Once Upon a Sunny Day

Vicky L.
Chapter #1

Prolog

Ruby berlari kencang sekali, karena ia pikir tak ada yang menyamai langkahnya. Saat itu Peter yang jaga, dan dia payah sekali, selalu mengeluh kalau harus menghitung lebih dari tiga puluh. Sementara itu, Ruby adalah anak yang pandai bersembunyi. Sepasang kaki kecilnya sudah penuh ditandai bekas-bekas bertualang. Goresan luka sana-sini memang sempat membuatnya tersedu-sedu, tapi kemudian ia maknai sebagai cendera mata tersendiri yang punya cerita.

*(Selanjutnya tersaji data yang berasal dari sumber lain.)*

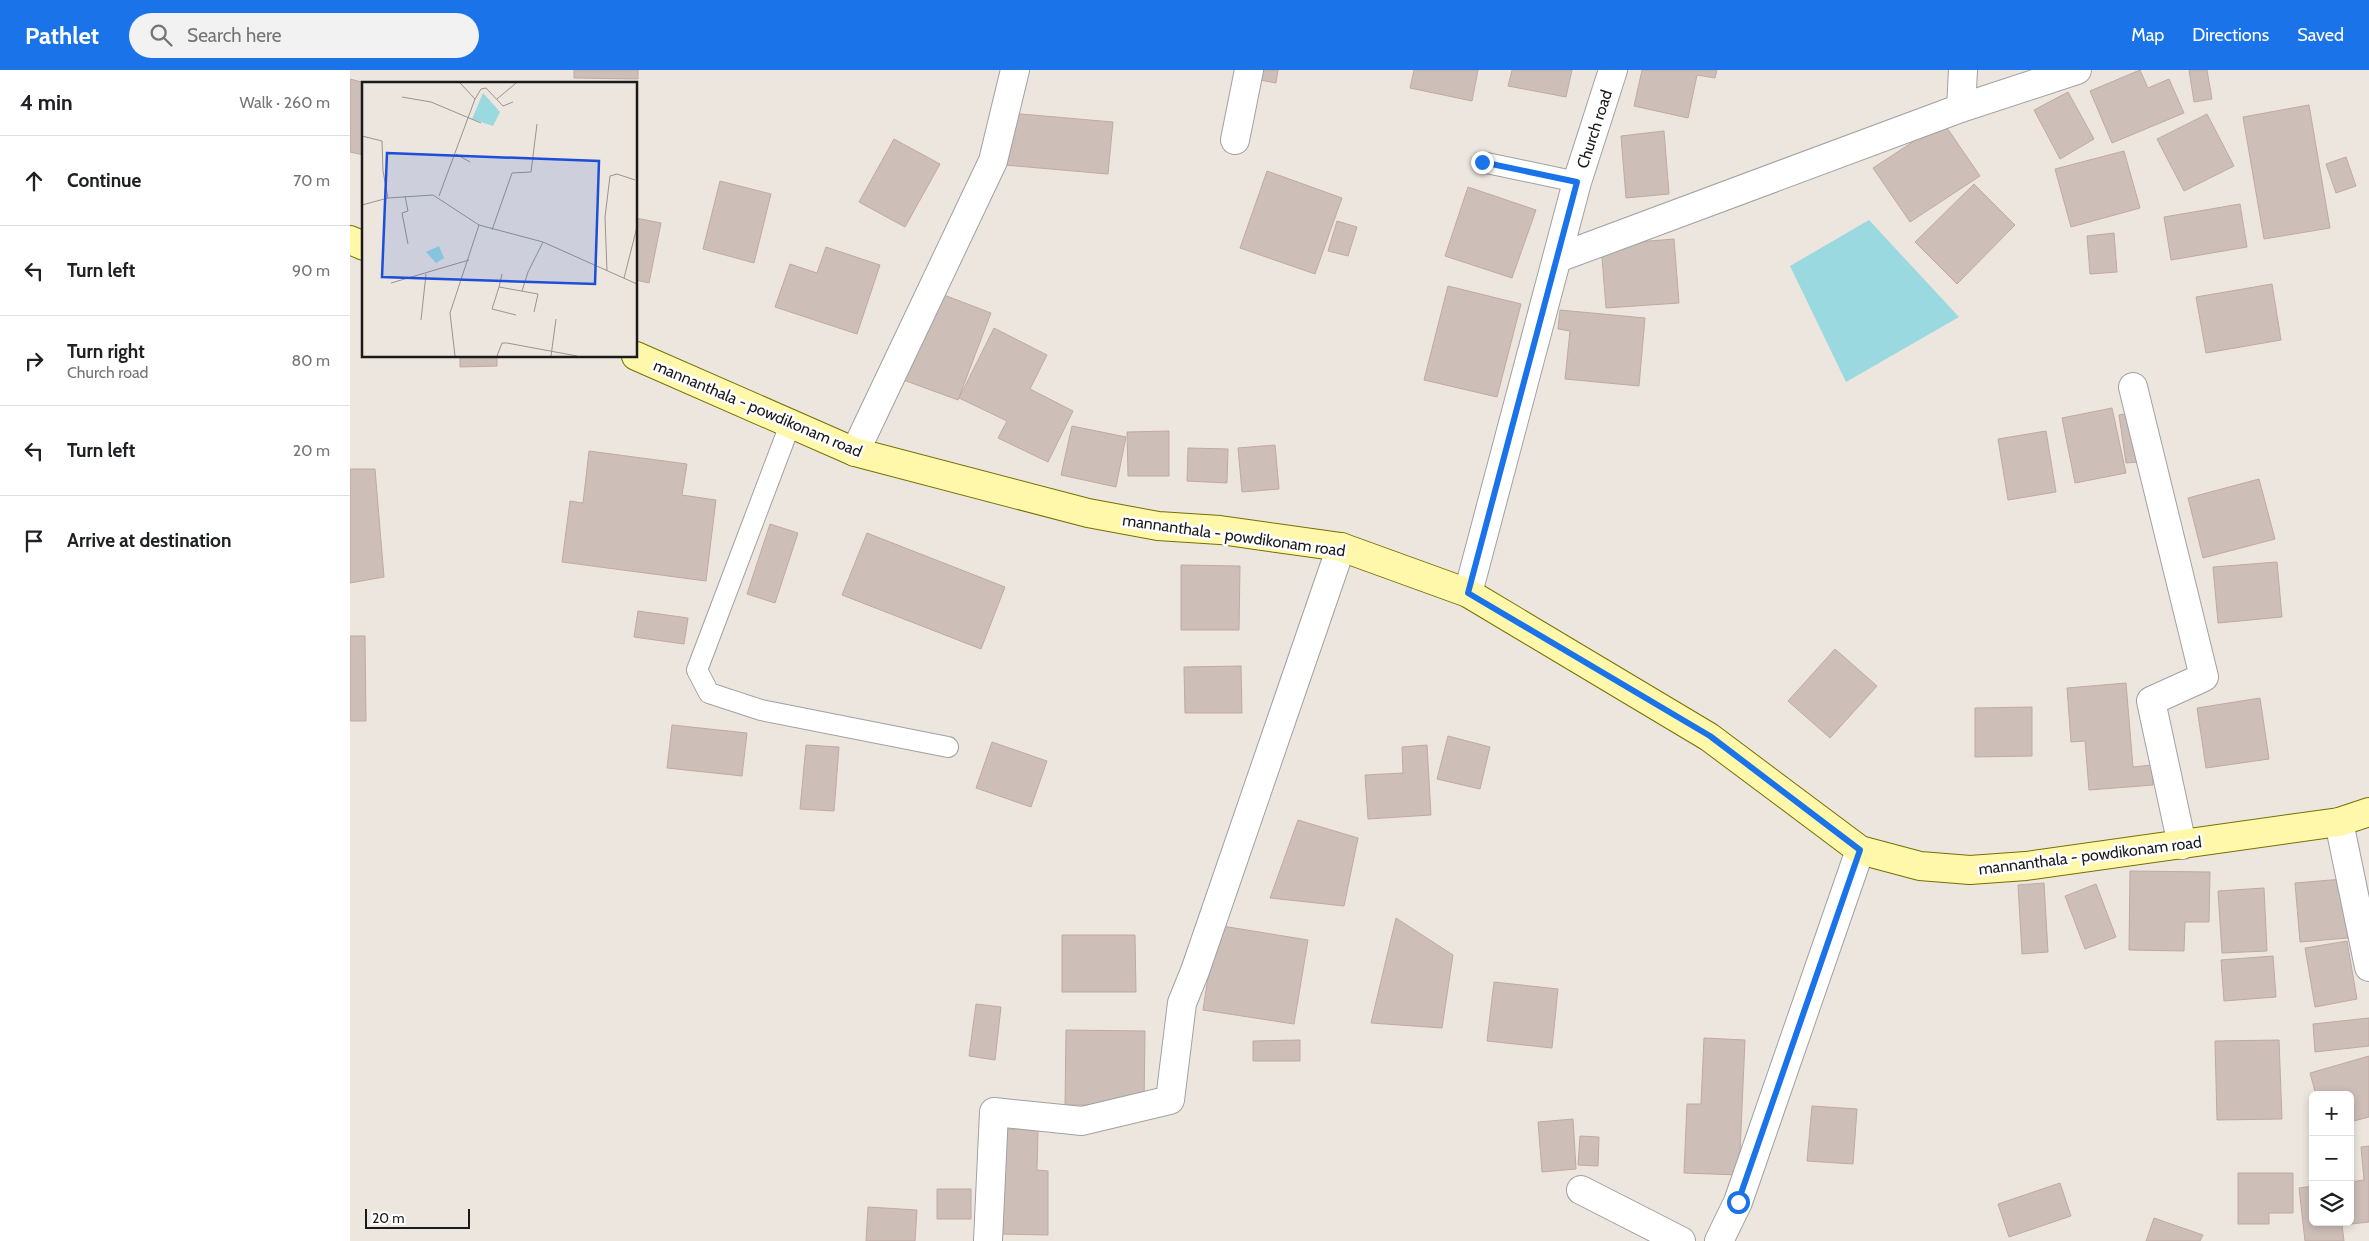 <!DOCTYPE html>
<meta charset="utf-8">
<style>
:root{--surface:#fff;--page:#f2f2f2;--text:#202124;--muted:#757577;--line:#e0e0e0;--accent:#1a73e8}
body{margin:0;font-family:Cabin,sans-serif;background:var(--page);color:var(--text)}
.controls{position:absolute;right:15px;bottom:15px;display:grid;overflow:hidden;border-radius:8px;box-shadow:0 2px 8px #0003}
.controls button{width:45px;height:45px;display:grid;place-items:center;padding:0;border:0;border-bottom:1px solid var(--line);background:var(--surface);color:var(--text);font:25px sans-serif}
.scale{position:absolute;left:15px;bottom:12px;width:105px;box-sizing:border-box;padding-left:5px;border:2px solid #1a1a1a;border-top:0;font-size:14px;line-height:18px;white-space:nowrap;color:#1a1a1a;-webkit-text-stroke:4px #fff;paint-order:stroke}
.stop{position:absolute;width:15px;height:15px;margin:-11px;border:4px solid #1a73e8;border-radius:50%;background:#fff}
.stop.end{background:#1a73e8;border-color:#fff;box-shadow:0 1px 5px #0008}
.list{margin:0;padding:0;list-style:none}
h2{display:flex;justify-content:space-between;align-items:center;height:65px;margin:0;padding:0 20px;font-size:21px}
h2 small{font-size:16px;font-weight:400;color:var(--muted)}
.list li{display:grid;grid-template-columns:32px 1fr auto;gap:15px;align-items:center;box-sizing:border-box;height:90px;padding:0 20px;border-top:1px solid var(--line)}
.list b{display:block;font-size:19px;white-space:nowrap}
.list p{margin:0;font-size:16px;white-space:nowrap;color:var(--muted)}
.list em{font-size:16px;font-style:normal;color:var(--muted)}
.icon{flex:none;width:28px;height:28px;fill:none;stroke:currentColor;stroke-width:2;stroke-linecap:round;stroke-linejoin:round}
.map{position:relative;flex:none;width:2019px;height:1171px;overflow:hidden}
header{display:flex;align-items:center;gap:30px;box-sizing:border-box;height:70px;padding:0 25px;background:var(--accent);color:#fff}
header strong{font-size:24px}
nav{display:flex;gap:28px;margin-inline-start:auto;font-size:18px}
.search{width:350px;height:45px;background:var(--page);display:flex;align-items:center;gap:12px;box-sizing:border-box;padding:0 18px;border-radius:28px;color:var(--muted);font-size:19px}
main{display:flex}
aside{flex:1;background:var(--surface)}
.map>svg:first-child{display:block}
.water{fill:#9ad9e0}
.building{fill:#cdbeb8;stroke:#c0aaa0}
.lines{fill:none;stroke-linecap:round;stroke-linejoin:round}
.service-casing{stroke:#a1a1a1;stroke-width:22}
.minor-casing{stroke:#a1a1a1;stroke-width:30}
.tertiary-casing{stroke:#a1a1a1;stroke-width:30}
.secondary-casing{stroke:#737000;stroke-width:30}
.service{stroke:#fff;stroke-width:20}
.minor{stroke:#fff;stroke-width:28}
.tertiary{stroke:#fff;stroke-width:28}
.secondary{stroke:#fff8ab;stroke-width:28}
.route{stroke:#1a73e8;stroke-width:6}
.labels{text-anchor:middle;stroke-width:5;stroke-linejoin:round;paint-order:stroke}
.street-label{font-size:16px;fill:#1a1a1a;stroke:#fff}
.inset-road{fill:none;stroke:#999490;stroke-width:1}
.view{fill:#1d4ed8;fill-opacity:0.15;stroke:#1d4ed8;stroke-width:2.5}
.inset-edge{fill:none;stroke:#1a1a1a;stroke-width:2.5}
</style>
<header>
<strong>Pathlet</strong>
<div class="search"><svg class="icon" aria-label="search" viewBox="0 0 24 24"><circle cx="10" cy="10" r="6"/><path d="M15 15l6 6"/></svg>Search here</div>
<nav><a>Map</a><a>Directions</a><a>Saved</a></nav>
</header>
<main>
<aside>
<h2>4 min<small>Walk · 260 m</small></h2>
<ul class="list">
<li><svg class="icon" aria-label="ahead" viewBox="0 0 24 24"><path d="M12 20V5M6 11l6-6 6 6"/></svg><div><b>Continue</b></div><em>70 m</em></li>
<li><svg class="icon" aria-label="left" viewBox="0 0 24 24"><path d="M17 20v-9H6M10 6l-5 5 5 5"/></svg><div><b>Turn left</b></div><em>90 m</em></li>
<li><svg class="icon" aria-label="right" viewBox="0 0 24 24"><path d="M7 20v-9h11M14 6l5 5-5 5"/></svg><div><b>Turn right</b><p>Church road</p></div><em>80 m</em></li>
<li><svg class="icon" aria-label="left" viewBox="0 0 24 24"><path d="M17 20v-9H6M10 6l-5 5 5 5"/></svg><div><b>Turn left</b></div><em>20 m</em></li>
<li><svg class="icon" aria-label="arrive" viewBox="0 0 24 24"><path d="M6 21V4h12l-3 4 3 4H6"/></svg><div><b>Arrive at destination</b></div></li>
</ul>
</aside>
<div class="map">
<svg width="2019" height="1171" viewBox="0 0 2019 1171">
<rect width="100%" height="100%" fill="#ede6de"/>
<path class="water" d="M1519 150 1609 247 1496 312 1440 196Z"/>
<path class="building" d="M224 0H288V9L224 8Z
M895 0H928L926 13 894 7Z
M1064 0H1128L1122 31 1060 18Z
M1162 0H1222L1216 27 1158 16Z
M1292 0H1367L1365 8 1347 5 1338 48 1284 36Z
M1790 0 1798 18 1819 9 1834 43 1762 73 1740 21Z
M1839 0H1857L1862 29 1844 32Z
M0 9 19 14H14V85L0 82Z
M1718 22 1744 69 1710 89 1684 40Z
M1959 35 1980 158 1914 169 1893 47Z
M648 42 763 52 758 104 643 94Z
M1857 44 1884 96 1834 121 1807 69Z
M1593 52 1630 106 1560 152 1523 98Z
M1314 61 1319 124 1276 128 1271 66Z
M544 69 590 94 555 157 509 132Z
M1774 81 1790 138 1721 157 1705 99Z
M1996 87 2006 116 1986 123 1976 94Z
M917 101 992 128 965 204 890 178Z
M370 111 421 124 404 193 353 179Z
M1624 114 1665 155 1607 214 1565 172Z
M1118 117 1186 140 1162 208 1095 186Z
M1890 134 1897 177 1821 190 1814 147Z
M286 148 311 153 299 213 286 210Z
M987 151 1007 157 998 186 978 181Z
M1764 163 1767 202 1740 204 1737 166Z
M1324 169 1329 233 1256 238 1251 175Z
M476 177 530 195 507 264 425 237 440 194 467 203Z
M1922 214 1931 270 1856 283 1846 227Z
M1098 216 1171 234 1147 327 1074 310Z
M581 220 641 243 608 330 548 308Z
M1210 240 1295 248 1289 316 1215 309 1220 261 1208 259Z
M644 258 697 285 680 319 723 341 698 392 648 368 657 351 609 328Z
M110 286H147V296L110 297Z
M1762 338 1776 403 1725 413 1712 348Z
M1781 343 1788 392 1776 393 1769 345Z
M722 356 776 367 766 417 711 405Z
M819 361V406H778L777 362Z
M1696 361 1706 422 1658 430 1648 369Z
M925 375 929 419 892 422 888 378Z
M838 378 878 379 877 413 837 411Z
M239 381 337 394 332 425 366 430 356 511 212 492 220 431 233 433Z
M0 399H25L34 507 0 513Z
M1909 409 1925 469 1853 488 1838 428Z
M420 454 448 463 425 533 397 524Z
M517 463 655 517 631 579 492 525Z
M1927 492 1932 547 1868 553 1863 497Z
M831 495 890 496 889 560H831Z
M288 541 338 548 334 574 284 567Z
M0 566H15L16 651H0Z
M1485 579 1527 616 1480 668 1438 631Z
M891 596 892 643H835L834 597Z
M1776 613 1783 697 1802 695 1803 715 1739 720 1735 671 1721 672 1717 618Z
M1910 628 1919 689 1856 698 1847 638Z
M1682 637V686L1625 687V638Z
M322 655 397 663 392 706 317 698Z
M1098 666 1140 677 1130 719 1087 709Z
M642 672 697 691 681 737 626 718Z
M456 675 489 677 484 741 450 739Z
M1077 675 1081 745 1018 749 1015 705 1053 703 1052 677Z
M948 750 1008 768 994 836 920 828Z
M1780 801 1860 802 1859 852H1835L1834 881 1779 880Z
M1993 809 1998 868 1950 872 1945 813Z
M1694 813 1698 882 1672 884 1668 815Z
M1746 814 1766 867 1735 879 1715 826Z
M1914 818 1917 881 1872 883 1868 821Z
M1046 848 1103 885 1092 958 1021 953Z
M866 855 958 870 944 954 853 940Z
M712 865H785L786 922H712Z
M1997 871 2007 929 1965 937 1955 878Z
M1923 886 1926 927 1874 931 1871 890Z
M1144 912 1208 919 1202 978 1137 971Z
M626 934 651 937 645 990 619 986Z
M2019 948V976L1965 982 1963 954Z
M716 960 795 961 794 1035H715Z
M1354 968 1395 970 1389 1105 1334 1103 1337 1034H1351Z
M950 970V991H903V971Z
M1929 970 1932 1049 1867 1050 1865 971Z
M2019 986V1047L2000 1052V1025H1966L1960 1003Z
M1462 1036 1507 1039 1503 1094 1457 1091Z
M1223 1049 1226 1099 1192 1102 1188 1052Z
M651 1059 688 1060 687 1100 698 1101V1165L650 1164Z
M1230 1066 1249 1067 1248 1096 1228 1095Z
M2019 1076V1152L1992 1155 1994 1171H1955L1949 1118 1963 1116V1152H2000V1112L2014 1110 2011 1077Z
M1888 1103H1943V1143H1919V1154H1888Z
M1710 1113 1721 1146 1659 1167 1648 1134Z
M587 1119H621V1149H587Z
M518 1137 567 1140 565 1171H516Z
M1804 1148 1853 1165 1850 1171H1796Z"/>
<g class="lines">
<defs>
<path id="service" d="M1132 92 1227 112
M441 352 347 600 359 623 411 640 598 677"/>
<path id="minor" d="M1611 38 1613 0
M885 70 899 0
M1208 188 1611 38 1727 0
M1783 317 1854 607 1801 631 1832 775
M505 382 643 91 665 0
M1118 523 1227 112 1263 0
M1989 752 2019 897
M1231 1120 1331 1171
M638 1171 644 1042 732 1051 820 1030 832 933 845 901 991 477"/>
<path id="tertiary" d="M1369 1171 1388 1132 1510 780"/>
<path id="secondary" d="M0 170 14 176
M286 286 505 382 738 443 808 456 870 460 991 477 1118 523 1359 667 1510 780 1570 796 1620 800 1676 796 1989 752 2019 742"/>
</defs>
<use href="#service" class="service-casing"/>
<use href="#minor" class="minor-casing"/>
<use href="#tertiary" class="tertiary-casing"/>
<use href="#secondary" class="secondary-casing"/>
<use href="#service" class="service"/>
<use href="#minor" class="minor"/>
<use href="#tertiary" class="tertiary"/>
<use href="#secondary" class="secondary"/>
</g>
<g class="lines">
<path class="route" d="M1132 92 1227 112 1118 523 1360 666 1510 780 1388 1132"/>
</g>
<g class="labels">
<g class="street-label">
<text transform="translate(1244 59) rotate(-72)" y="6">Church road</text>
<text transform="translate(408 338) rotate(23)" y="6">mannanthala - powdikonam road</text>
<text transform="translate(884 465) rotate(8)" y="6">mannanthala - powdikonam road</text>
<text transform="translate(1740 785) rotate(-7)" y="6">mannanthala - powdikonam road</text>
</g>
</g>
<g transform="translate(12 12)">
<rect width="275" height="275" fill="#ede6de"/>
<path d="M121 11 138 30 131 44 110 37ZM77 164 82 176 74 181 64 170Z" fill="#9ad9e0"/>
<path class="inset-road" d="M40 15 69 20 119 41M113 17 119 7 124 6 141 24 151 20M135 17 154 1M0 54 20 59 21 89 26 116M94 72 108 80M43 114 46 129 40 131 46 162M77 114 113 17 98 1M0 123 26 116 71 113 117 143 181 160 275 202M130 148 150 91 169 90 175 42M245 189 243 135 248 94 255 92 273 98M140 192 137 205 176 212 172 230M262 196 275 145M29 201 107 178M137 205 130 227 154 233M160 209 166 190 181 160M59 238 64 192M93 274 88 231 117 143M135 274 140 261H145L215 274M189 274 194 237"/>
<path class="view" d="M25 71 237 79 233 202 20 195Z"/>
<rect width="275" height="275" class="inset-edge"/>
</g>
</svg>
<div class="controls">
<button>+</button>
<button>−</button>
<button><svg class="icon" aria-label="layers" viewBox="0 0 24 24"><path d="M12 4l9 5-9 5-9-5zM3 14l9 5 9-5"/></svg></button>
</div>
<div class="scale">20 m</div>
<div class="stop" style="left:1388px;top:1132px"></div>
<div class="stop end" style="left:1132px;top:92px"></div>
</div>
</main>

Kini Ruby mendahului Alan yang hendak mengumpet di salah satu sudut andalan mereka. Jadi, Alan mengumpat, lalu buru-buru berbalik arah untuk mencari persembunyian lain. Ruby hanya tersenyum jail dan lanjut melesat melampaui pengkolan ujung rumah warna kuning.

“DUA PULUH LIMA ...!” Peter mengumumkan keras-keras. Dia memang suka begitu; biasanya, pertanda sudah kesal karena disuruh menghitung sambil memejamkan mata, ditinggalkan.

“LIMA PULUUUH ...!” teriak Peter lagi, nyaring sekali. "SUDAH, YAAA ...?"

“SUDAAAH …!” teriak Alan.

Peter yang tidak pernah suka jadi “kucing”, menggerutu dalam napasnya ketika menyusuri jalan permukiman yang lengang itu. Peter adalah anak yang tampan, tapi pemarah, dan cuping hidungnya selalu kembang-kempis tiap ia menggerutu. Kali ini juga begitu. Apalagi, hitungannya sampai lima puluh.